=== Supplied records ===
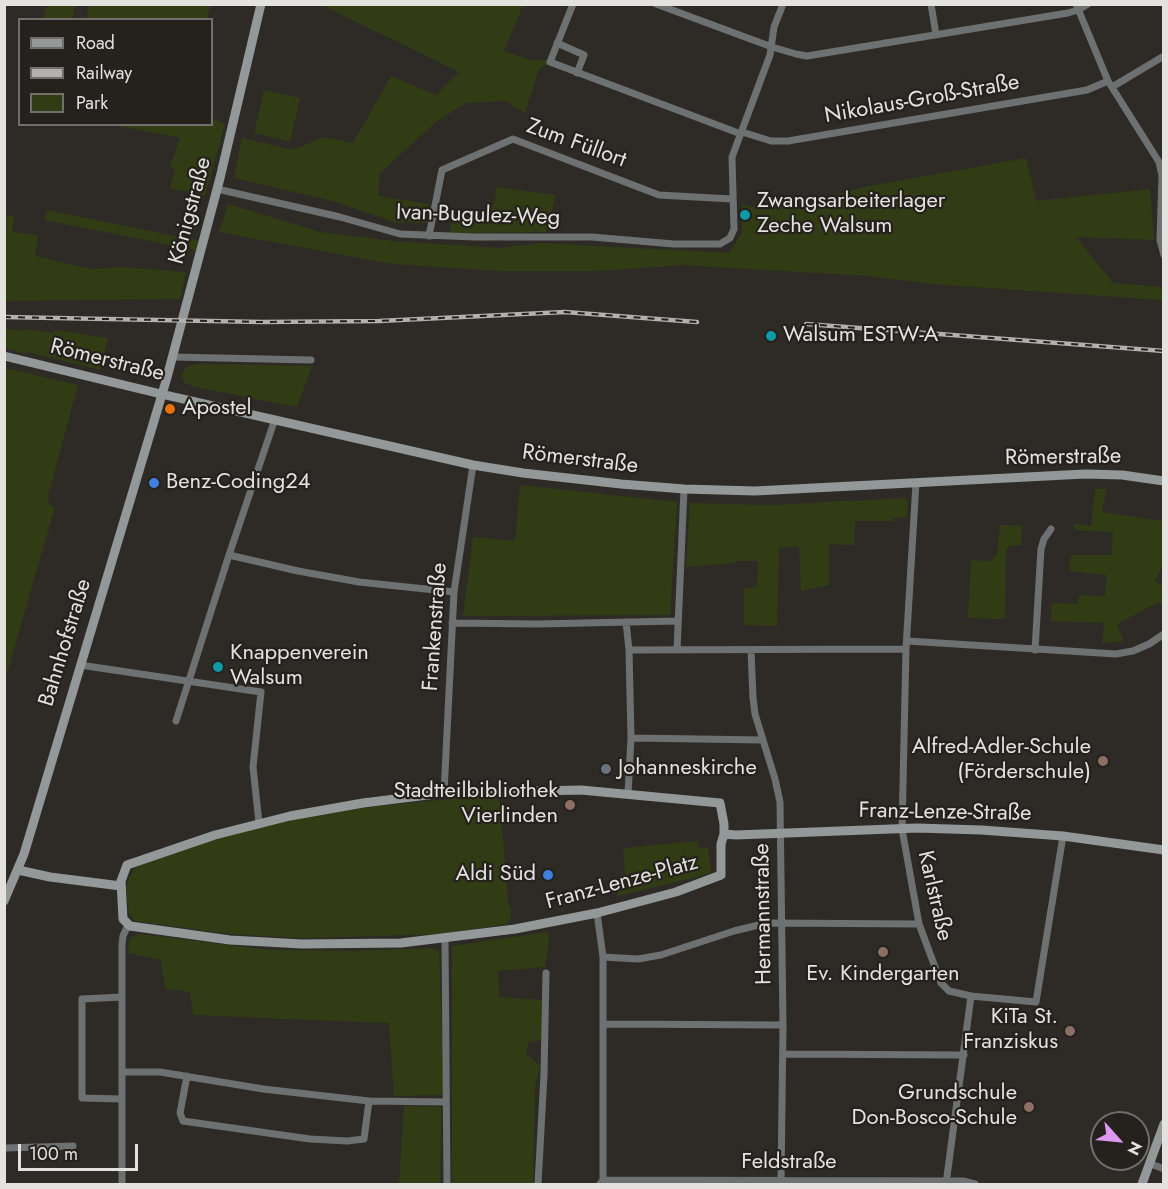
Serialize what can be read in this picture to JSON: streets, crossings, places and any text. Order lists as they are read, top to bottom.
{
  "streets": {
    "street": [
      "Nikolaus-Groß-Straße",
      "Zum Füllort",
      "Königstraße",
      "Ivan-Bugulez-Weg",
      "Römerstraße",
      "Frankenstraße",
      "Bahnhofstraße",
      "Franz-Lenze-Straße",
      "Franz-Lenze-Platz",
      "Karlstraße",
      "Hermannstraße",
      "Feldstraße"
    ]
  },
  "crossings": [
    ["Zum Füllort", "Ivan-Bugulez-Weg"],
    ["Königstraße", "Ivan-Bugulez-Weg"],
    ["Königstraße", "Römerstraße"],
    ["Königstraße", "Bahnhofstraße"],
    ["Römerstraße", "Frankenstraße"],
    ["Römerstraße", "Bahnhofstraße"],
    ["Römerstraße", "Karlstraße"],
    ["Frankenstraße", "Franz-Lenze-Platz"],
    ["Franz-Lenze-Straße", "Franz-Lenze-Platz"],
    ["Franz-Lenze-Straße", "Karlstraße"],
    ["Franz-Lenze-Straße", "Hermannstraße"],
    ["Hermannstraße", "Feldstraße"]
  ],
  "places": [
    "Zwangsarbeiterlager Zeche Walsum",
    "Walsum ESTW-A",
    "Apostel",
    "Benz-Coding24",
    "Knappenverein Walsum",
    "Alfred-Adler-Schule (Förderschule)",
    "Johanneskirche",
    "Stadtteilbibliothek Vierlinden",
    "Aldi Süd",
    "Ev. Kindergarten",
    "KiTa St. Franziskus",
    "Grundschule Don-Bosco-Schule"
  ],
  "legend": ["Road", "Railway", "Park"],
  "scale_bar": "100 m",
  "north": "bottom right"
}
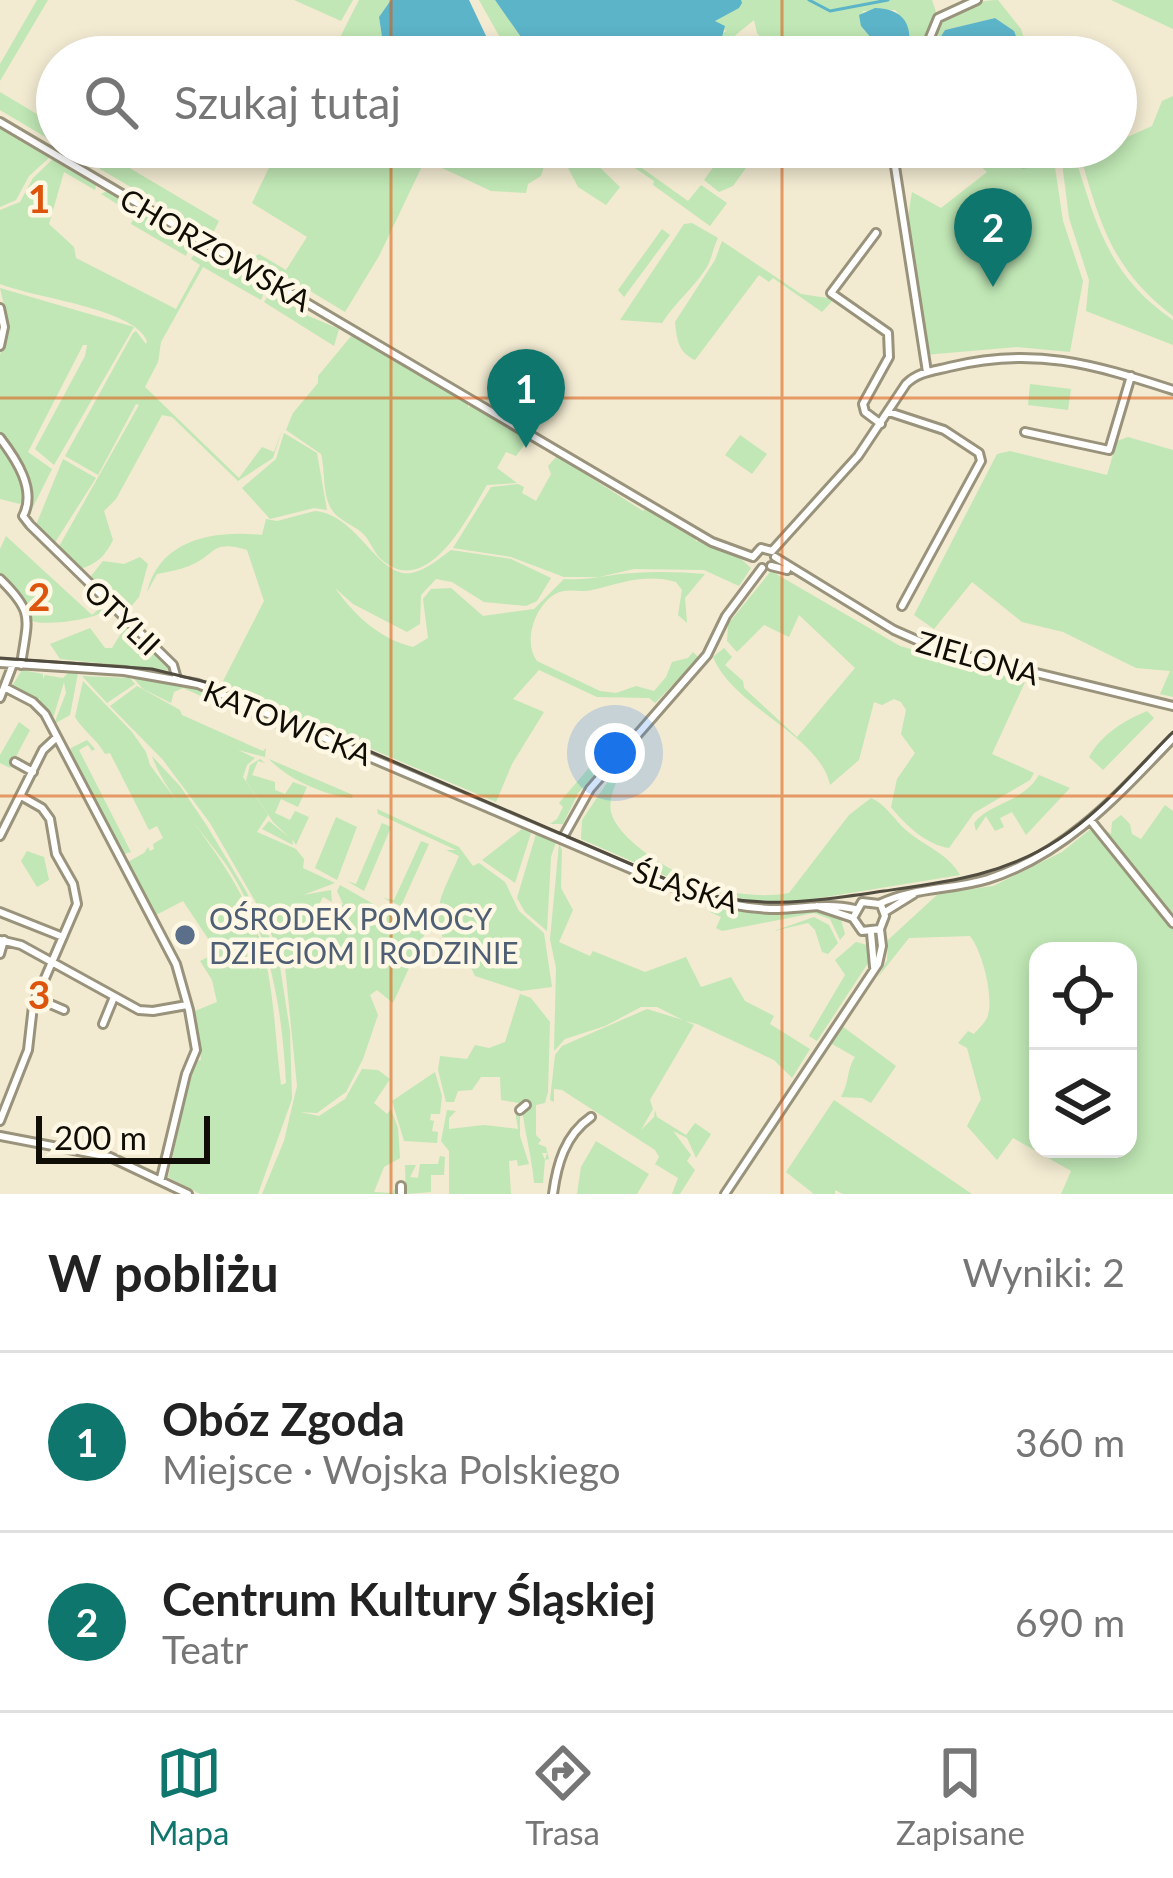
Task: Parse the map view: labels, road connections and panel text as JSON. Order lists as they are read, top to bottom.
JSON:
{
  "streets": {
    "street": [
      "CHORZOWSKA",
      "OTYLII",
      "ZIELONA",
      "KATOWICKA",
      "ŚLĄSKA"
    ]
  },
  "crossings": [
    ["CHORZOWSKA", "ZIELONA"],
    ["OTYLII", "KATOWICKA"],
    ["KATOWICKA", "ŚLĄSKA"]
  ],
  "places": ["OŚRODEK POMOCY DZIECIOM I RODZINIE"],
  "scale_bar": "200 m",
  "page": {
    "search": "Szukaj tutaj",
    "pins": ["2", "1"],
    "scale": "200 m",
    "heading": ["W pobliżu", "Wyniki: 2"],
    "list": [
      {
        "mark": "1",
        "name": "Obóz Zgoda",
        "note": "Miejsce · Wojska Polskiego",
        "value": "360 m"
      },
      {
        "mark": "2",
        "name": "Centrum Kultury Śląskiej",
        "note": "Teatr",
        "value": "690 m"
      }
    ],
    "nav": ["Mapa", "Trasa", "Zapisane"]
  },
  "grid": {
    "rows": ["1", "2", "3"]
  }
}
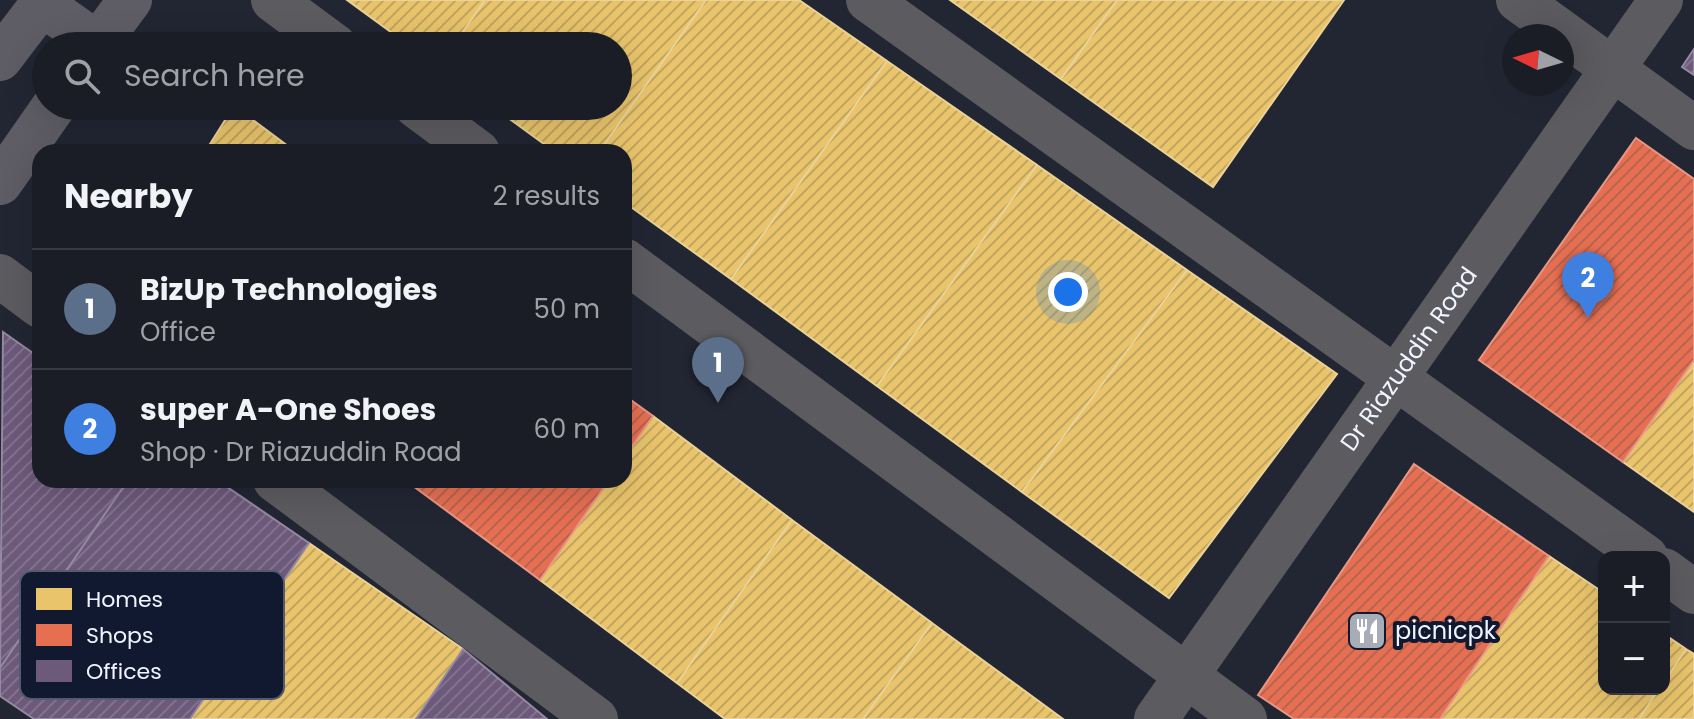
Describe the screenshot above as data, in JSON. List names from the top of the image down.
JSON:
{
  "streets": {
    "street": ["Dr Riazuddin Road"]
  },
  "places": {
    "restaurant": ["picnicpk"]
  },
  "legend": ["Homes", "Shops", "Offices"],
  "north": "left",
  "page": {
    "search": "Search here",
    "heading": ["Nearby", "2 results"],
    "list": [
      {
        "mark": "1",
        "name": "BizUp Technologies",
        "note": "Office",
        "value": "50 m"
      },
      {
        "mark": "2",
        "name": "super A-One Shoes",
        "note": "Shop · Dr Riazuddin Road",
        "value": "60 m"
      }
    ],
    "pins": ["2", "1"],
    "map_buttons": ["+", "−"]
  }
}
===
What you give back should be exactly the lines from the top of the data above down to and including the line with "Task: Parse the", minus any pictures.

Serialize what can be read in this picture to JSON: streets, crossings, places and any text. Order lists as they are read, top to bottom.
{
  "streets": {
    "street": [
      "Nikolaus-Groß-Straße",
      "Zum Füllort",
      "Königstraße",
      "Ivan-Bugulez-Weg",
      "Römerstraße",
      "Frankenstraße",
      "Bahnhofstraße",
      "Franz-Lenze-Straße",
      "Franz-Lenze-Platz",
      "Karlstraße",
      "Hermannstraße",
      "Feldstraße"
    ]
  },
  "crossings": [
    ["Zum Füllort", "Ivan-Bugulez-Weg"],
    ["Königstraße", "Ivan-Bugulez-Weg"],
    ["Königstraße", "Römerstraße"],
    ["Königstraße", "Bahnhofstraße"],
    ["Römerstraße", "Frankenstraße"],
    ["Römerstraße", "Bahnhofstraße"],
    ["Römerstraße", "Karlstraße"],
    ["Frankenstraße", "Franz-Lenze-Platz"],
    ["Franz-Lenze-Straße", "Franz-Lenze-Platz"],
    ["Franz-Lenze-Straße", "Karlstraße"],
    ["Franz-Lenze-Straße", "Hermannstraße"],
    ["Hermannstraße", "Feldstraße"]
  ],
  "places": [
    "Zwangsarbeiterlager Zeche Walsum",
    "Walsum ESTW-A",
    "Apostel",
    "Benz-Coding24",
    "Knappenverein Walsum",
    "Alfred-Adler-Schule (Förderschule)",
    "Johanneskirche",
    "Stadtteilbibliothek Vierlinden",
    "Aldi Süd",
    "Ev. Kindergarten",
    "KiTa St. Franziskus",
    "Grundschule Don-Bosco-Schule"
  ],
  "legend": ["Road", "Railway", "Park"],
  "scale_bar": "100 m",
  "north": "bottom right"
}
Task: Parse the map view: labels, road connections and panel text as JSON. Order lists as they are read, top to bottom.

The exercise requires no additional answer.